#### Work required:
What is needed is an exact copy of the line where "rooms · 66 m²</p><p>삼산로241번길</p></div></li>" appears plus every later line in the material.

#### Material shown:

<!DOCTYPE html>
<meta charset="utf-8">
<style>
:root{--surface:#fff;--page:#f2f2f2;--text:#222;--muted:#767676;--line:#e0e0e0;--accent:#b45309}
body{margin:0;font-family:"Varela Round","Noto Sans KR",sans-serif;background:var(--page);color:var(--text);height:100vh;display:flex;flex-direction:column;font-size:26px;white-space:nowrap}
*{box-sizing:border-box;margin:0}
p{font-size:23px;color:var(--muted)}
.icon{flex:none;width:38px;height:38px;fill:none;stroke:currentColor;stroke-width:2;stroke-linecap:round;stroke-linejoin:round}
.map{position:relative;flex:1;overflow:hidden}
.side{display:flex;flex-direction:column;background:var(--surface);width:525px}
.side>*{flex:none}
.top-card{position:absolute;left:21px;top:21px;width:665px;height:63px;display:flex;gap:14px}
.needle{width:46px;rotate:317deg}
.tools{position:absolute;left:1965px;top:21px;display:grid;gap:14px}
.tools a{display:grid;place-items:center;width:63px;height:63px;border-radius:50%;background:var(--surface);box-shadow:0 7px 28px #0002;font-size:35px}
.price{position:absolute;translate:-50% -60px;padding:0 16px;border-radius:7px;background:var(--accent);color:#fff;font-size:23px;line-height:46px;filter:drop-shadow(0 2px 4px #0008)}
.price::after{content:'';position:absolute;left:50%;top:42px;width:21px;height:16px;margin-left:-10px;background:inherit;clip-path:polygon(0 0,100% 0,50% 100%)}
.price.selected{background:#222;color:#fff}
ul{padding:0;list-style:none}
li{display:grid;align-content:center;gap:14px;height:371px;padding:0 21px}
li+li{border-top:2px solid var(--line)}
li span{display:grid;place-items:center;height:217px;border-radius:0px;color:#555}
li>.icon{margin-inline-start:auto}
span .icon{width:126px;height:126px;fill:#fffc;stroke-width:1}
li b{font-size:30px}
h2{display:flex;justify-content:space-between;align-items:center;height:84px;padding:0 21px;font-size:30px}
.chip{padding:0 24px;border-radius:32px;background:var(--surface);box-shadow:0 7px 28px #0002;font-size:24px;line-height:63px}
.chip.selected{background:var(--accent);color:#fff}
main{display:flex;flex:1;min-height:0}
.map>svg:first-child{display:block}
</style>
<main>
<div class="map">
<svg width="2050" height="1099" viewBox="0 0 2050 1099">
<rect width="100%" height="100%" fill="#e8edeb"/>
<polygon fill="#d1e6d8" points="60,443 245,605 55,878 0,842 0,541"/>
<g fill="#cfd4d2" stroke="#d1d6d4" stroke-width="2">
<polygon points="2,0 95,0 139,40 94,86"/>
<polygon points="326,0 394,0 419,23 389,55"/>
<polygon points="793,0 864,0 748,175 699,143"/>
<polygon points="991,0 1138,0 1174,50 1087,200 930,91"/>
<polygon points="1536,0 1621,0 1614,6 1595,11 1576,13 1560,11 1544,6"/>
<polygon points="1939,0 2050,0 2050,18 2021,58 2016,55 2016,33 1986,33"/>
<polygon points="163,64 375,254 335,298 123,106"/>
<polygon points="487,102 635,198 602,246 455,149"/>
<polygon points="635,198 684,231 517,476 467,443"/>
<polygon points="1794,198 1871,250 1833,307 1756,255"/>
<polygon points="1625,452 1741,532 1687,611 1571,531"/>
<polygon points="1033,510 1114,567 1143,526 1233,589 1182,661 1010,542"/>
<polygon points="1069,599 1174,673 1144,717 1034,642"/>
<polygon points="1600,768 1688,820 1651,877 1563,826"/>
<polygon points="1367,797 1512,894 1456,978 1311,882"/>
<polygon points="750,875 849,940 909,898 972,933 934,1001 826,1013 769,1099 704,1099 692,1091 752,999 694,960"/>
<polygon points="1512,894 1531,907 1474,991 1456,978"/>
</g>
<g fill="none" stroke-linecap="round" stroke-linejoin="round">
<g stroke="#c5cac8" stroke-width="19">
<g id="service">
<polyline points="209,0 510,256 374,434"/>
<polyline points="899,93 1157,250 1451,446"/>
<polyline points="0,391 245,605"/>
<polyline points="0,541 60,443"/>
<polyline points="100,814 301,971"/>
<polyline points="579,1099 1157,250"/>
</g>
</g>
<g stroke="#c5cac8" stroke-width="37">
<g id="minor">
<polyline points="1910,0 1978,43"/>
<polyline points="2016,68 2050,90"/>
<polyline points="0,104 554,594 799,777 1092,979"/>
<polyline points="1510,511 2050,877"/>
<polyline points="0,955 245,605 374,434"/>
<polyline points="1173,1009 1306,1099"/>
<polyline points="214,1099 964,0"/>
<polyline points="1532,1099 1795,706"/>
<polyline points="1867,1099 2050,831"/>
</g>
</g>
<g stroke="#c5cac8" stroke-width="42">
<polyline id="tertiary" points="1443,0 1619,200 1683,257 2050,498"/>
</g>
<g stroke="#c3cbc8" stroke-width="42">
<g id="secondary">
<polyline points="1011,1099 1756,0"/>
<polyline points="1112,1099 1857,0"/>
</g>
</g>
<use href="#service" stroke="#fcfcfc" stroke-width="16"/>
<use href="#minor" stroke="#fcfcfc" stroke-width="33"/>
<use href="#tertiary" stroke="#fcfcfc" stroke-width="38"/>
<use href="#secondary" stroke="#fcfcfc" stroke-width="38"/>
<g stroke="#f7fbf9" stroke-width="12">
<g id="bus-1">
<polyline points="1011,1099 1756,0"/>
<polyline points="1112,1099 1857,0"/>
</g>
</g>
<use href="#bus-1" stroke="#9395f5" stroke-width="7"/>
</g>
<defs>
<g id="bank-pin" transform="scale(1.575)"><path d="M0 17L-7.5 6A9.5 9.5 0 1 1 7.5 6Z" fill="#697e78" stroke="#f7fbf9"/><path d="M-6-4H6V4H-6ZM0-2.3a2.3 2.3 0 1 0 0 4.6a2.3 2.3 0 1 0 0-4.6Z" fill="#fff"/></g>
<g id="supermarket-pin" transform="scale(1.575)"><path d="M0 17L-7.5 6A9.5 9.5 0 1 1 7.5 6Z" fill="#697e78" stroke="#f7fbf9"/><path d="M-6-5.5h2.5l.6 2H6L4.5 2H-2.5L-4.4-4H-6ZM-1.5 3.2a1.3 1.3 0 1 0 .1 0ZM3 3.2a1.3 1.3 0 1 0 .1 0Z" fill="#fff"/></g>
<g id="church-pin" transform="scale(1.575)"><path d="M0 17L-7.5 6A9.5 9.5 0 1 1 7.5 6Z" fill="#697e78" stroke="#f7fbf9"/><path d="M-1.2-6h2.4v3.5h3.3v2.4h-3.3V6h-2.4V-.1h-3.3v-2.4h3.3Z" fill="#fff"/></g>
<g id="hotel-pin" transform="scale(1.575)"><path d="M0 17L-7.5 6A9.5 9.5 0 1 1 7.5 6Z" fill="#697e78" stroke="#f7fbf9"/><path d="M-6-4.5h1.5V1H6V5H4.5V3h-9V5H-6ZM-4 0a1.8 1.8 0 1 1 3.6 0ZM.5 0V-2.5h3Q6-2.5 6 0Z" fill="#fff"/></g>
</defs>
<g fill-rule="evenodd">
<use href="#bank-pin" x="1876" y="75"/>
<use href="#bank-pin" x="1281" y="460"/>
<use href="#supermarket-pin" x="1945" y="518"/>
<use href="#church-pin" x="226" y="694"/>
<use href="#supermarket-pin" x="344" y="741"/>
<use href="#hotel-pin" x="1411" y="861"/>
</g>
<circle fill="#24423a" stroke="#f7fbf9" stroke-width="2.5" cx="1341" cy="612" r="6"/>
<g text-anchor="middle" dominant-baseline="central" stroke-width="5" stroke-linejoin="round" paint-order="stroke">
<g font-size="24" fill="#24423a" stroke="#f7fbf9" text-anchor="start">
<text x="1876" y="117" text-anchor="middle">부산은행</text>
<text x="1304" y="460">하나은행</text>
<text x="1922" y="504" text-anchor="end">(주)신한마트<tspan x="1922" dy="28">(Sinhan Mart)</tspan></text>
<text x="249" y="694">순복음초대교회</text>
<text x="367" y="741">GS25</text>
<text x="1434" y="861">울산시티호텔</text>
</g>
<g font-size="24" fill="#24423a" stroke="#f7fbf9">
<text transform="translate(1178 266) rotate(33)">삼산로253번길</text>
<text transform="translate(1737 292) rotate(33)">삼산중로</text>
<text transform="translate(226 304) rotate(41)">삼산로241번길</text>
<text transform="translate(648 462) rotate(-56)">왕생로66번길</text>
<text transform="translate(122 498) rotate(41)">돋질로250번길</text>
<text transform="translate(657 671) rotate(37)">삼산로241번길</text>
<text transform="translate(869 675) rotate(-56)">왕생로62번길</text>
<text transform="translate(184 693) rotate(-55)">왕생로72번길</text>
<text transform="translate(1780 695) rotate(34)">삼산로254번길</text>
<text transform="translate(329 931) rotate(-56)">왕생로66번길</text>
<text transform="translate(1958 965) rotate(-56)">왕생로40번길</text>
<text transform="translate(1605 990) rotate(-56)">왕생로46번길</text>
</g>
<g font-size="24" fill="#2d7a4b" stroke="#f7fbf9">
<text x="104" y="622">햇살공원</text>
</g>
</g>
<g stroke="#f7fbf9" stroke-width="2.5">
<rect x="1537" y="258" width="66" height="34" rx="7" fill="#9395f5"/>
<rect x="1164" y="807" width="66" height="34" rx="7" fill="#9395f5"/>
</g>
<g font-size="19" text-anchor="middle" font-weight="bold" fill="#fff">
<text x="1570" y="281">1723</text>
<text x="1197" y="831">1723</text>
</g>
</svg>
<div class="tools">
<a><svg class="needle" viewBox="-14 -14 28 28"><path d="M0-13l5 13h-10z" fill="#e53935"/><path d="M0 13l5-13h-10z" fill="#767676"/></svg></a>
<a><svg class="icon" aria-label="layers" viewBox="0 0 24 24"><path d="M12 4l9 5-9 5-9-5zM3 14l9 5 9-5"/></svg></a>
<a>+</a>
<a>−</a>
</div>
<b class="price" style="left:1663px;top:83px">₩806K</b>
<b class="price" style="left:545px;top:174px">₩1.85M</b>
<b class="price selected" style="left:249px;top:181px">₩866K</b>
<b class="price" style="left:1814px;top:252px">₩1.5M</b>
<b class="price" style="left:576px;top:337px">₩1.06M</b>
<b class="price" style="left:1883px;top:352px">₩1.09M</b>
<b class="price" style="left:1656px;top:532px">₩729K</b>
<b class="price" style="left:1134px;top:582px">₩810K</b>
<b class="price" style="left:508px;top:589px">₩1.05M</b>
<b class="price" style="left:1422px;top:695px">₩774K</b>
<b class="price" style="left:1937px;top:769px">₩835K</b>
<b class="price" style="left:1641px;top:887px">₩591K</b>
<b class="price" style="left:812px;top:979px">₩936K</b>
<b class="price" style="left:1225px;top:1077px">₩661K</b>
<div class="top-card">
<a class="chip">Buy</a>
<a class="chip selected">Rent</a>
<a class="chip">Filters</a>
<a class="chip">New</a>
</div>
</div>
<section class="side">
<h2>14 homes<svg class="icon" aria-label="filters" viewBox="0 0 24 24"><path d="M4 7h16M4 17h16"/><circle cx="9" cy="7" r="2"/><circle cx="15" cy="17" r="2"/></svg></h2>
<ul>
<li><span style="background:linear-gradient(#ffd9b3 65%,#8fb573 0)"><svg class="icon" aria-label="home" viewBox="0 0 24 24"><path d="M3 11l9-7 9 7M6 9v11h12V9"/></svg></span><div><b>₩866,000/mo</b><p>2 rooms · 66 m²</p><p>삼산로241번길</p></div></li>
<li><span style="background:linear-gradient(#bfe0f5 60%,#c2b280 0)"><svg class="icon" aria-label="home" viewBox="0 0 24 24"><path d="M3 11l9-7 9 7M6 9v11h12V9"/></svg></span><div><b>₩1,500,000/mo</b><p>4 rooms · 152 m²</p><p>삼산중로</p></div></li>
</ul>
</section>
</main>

#### Task solution:
<li><span style="background:linear-gradient(#ffd9b3 65%,#8fb573 0)"><svg class="icon" aria-label="home" viewBox="0 0 24 24"><path d="M3 11l9-7 9 7M6 9v11h12V9"/></svg></span><div><b>₩866,000/mo</b><p>2 rooms · 66 m²</p><p>삼산로241번길</p></div></li>
<li><span style="background:linear-gradient(#bfe0f5 60%,#c2b280 0)"><svg class="icon" aria-label="home" viewBox="0 0 24 24"><path d="M3 11l9-7 9 7M6 9v11h12V9"/></svg></span><div><b>₩1,500,000/mo</b><p>4 rooms · 152 m²</p><p>삼산중로</p></div></li>
</ul>
</section>
</main>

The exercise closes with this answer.